The plaintiff received a collection letter from the defendant that included the following passage:
The law limits how long you can be sued on a debt. Because of the age of your debt, JEFFERSON CAPITAL SYSTEMS LLC cannot sue you for it. If you do not pay the debt, JEFFERSON CAPITAL SYSTEMS LLC may report or continue to report the debt to any credit reporting agency. MRS cannot sue you on this debt, and MRS cannot credit report this debt. In many circumstances, you can renew the debt and restart the time period for the filing of a lawsuit against you if you take specific action such as making certain payment on the debt or making a written promise to pay. You should determine the effect of any actions you take with respect to this debt.
The plaintiff sued, because in Florida, the statute of limitations can only be revived through a signed written agreement; a partial repayment does not restart the statute of limitations clock. The letter, argued the plaintiff, violated Section 1692e(2)(A), which prohibits the use of false or misleading representations in connection with the collection of a debt. The plaintiff argued that the letter misrepresented the Florida law by suggesting a partial repayment could restart the statute of limitations.

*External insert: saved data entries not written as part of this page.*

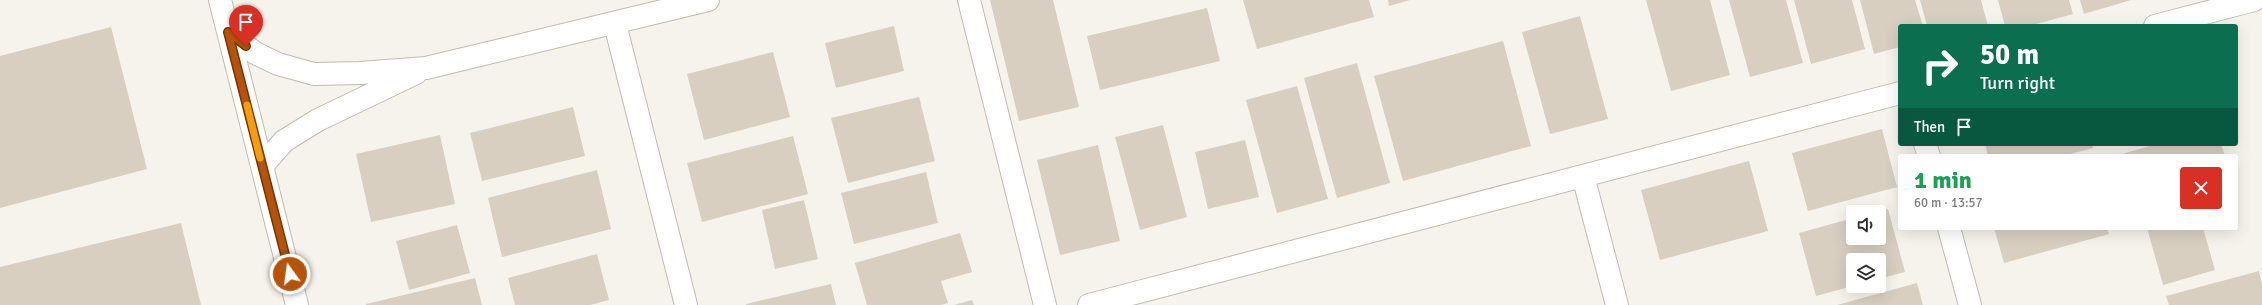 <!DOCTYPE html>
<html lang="en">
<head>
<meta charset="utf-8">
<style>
  body { margin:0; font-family:Signika,sans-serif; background:#f7f7f7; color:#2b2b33; height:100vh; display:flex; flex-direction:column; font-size:15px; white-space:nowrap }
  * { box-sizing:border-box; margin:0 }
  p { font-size:13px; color:#7c7c81 }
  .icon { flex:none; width:22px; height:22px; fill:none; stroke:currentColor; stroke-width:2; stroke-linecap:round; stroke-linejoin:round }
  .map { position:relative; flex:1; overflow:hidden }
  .drawer { position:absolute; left:1898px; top:154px; width:340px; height:76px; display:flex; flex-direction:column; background:#fff; border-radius:4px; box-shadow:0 4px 16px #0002 }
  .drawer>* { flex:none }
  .banner { position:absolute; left:1898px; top:24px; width:340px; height:122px; border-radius:4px; box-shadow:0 4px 16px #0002; background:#0b6e4f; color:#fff; overflow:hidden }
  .fabs { position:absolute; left:1846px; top:205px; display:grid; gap:8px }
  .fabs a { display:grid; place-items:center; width:40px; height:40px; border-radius:4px; background:#fff; box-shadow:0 4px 16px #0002; font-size:20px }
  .pin { position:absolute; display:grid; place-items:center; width:34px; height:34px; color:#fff; margin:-41px -17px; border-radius:50% 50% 50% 0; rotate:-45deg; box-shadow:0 0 4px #0007 }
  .pin .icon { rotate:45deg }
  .me { position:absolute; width:44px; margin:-22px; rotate:346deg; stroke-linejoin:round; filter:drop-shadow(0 0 3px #0008) }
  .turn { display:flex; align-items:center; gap:14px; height:84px; padding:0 16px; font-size:18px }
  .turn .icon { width:52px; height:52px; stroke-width:2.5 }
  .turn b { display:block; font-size:28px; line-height:34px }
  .then { display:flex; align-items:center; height:38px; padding:0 16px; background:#0003; gap:8px; font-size:15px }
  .round { display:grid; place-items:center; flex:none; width:42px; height:42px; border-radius:4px; background:#f7f7f7 }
  .head { display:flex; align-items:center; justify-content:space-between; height:68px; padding:0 16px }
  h1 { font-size:24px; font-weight:800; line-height:30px; color:#1e9e55 }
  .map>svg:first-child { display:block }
</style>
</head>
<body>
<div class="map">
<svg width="2262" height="305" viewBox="0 0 2262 305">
  <rect width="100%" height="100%" fill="#f6f3ec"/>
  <!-- building -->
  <path fill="#d8cfc1" d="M990,0H1053L1079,107L1019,121Z
    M1243,0H1369L1374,17L1257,49Z
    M1388,0H1410L1389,6Z
    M1646,0H1710L1730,75L1671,91Z
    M1729,0H1786L1803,63L1750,77Z
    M1794,0H1852L1865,49L1811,64Z
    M1860,0H1915L1923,26H1900V47L1874,54Z
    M1920,0H1981L1988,26H1927Z
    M1998,0H2069L2073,14L2029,26H2005Z
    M2080,0H2131L2084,14Z
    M1207,8L1220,61L1100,90L1087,36Z
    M1580,16L1608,119L1550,134L1522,32Z
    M894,26L904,71L836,88L825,43Z
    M111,27L147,169L0,208V56Z
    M1503,41L1531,146L1403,181L1374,76Z
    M773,52L790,117L704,140L687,74Z
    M1357,63L1390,183L1337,198L1304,78Z
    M1297,86L1328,199L1277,213L1246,100Z
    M919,97L935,161L848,183L831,118Z
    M573,107L585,156L482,181L470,133Z
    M1163,125L1187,217L1140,230L1115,137Z
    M1882,129L1897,187L1808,211L1792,153Z
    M440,135L455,204L371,222L356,154Z
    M793,136L808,194L702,222L687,163Z
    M1245,140L1259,197L1208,209L1195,152Z
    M1985,144H2092L2093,148L2063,156H1988Z
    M2157,144H2221L2225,156H2115Z
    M1098,145L1120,241L1060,255L1037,160Z
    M1749,161L1768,231L1660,260L1641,190Z
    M597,170L611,229L502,257L488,198Z
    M926,172L938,223L854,244L841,193Z
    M804,200L818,259L775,269L762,210Z
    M1888,209L1905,272L1879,279V260H1853V286L1816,296L1799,233L1853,218V238H1879V211Z
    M181,223L201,305H0V267Z
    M457,225L470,273L409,290L396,241Z
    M1994,228H2107L2109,234L2004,263Z
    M2147,228H2203L2215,270L2163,285Z
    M960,233L972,272L941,281L948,303L941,305H867L855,263Z
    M597,254L609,300L590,305H515L508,278Z
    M2259,271L2262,284V305H2169L2166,296Z
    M475,278L482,305H366V304Z
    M1917,283L1923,305H1837Z
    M831,284L836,305H746V304Z
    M972,300L974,305H954Z"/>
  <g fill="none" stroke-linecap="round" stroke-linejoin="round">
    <defs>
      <path id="minor" d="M220,0L297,305
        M969,0L1045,305
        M615,24L686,305
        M2155,26L2254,0
        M228,32L255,53L278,64L314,74L360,73L426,68L708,0
        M1925,144L1929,156
        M262,166L284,141L318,120L416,73
        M1583,176L1617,305
        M1949,228L1970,305
        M1089,305L1900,93"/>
    </defs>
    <!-- minor casing -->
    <use href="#minor" stroke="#c2bbae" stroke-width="24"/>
    <!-- minor -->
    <use href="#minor" stroke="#fff" stroke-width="22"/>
  </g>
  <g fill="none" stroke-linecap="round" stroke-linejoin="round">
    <defs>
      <path id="route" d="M246,46L228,32L290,274"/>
    </defs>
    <!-- route casing -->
    <use href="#route" stroke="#753606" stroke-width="10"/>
    <!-- route -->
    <use href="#route" stroke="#b45309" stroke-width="7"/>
    <!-- slow -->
    <path stroke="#f59e0b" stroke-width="7" d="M247,105L260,158"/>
  </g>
</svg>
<div class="fabs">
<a><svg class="icon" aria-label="sound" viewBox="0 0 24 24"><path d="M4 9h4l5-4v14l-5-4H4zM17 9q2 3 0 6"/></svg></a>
<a><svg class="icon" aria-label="layers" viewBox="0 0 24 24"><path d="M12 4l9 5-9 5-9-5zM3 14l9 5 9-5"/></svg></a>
</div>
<div class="pin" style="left:246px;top:46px;background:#d93025"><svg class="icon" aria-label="arrive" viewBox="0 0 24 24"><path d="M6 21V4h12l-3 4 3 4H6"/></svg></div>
<svg class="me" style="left:290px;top:274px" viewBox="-20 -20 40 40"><circle r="17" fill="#b45309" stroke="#fff" stroke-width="3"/><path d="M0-11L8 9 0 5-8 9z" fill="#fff"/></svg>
<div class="banner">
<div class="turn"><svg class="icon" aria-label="right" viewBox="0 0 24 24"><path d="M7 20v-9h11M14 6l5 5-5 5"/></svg><div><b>50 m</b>Turn right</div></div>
<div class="then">Then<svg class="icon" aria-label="arrive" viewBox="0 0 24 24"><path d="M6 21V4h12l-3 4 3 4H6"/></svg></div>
</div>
<section class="drawer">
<div class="head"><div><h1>1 min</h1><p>60 m · 13:57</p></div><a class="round" style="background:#d93025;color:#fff"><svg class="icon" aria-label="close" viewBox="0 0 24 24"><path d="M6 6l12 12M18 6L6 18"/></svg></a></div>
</section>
</div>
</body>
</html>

But because the defendant included phrases like “in many cases,” the letter does not specifically state what circumstances or what payment would be required to restart the statute of limitations. Going into more specifics may cross the line into offering legal advice, the letter “did no more than provide general information cautioning Plaintiff that action by Plaintiff could change the legal status of the debt,” wrote Judge Charlene Edwards Honeywell of the District Court for the Middle District of Florida, Tampa Division.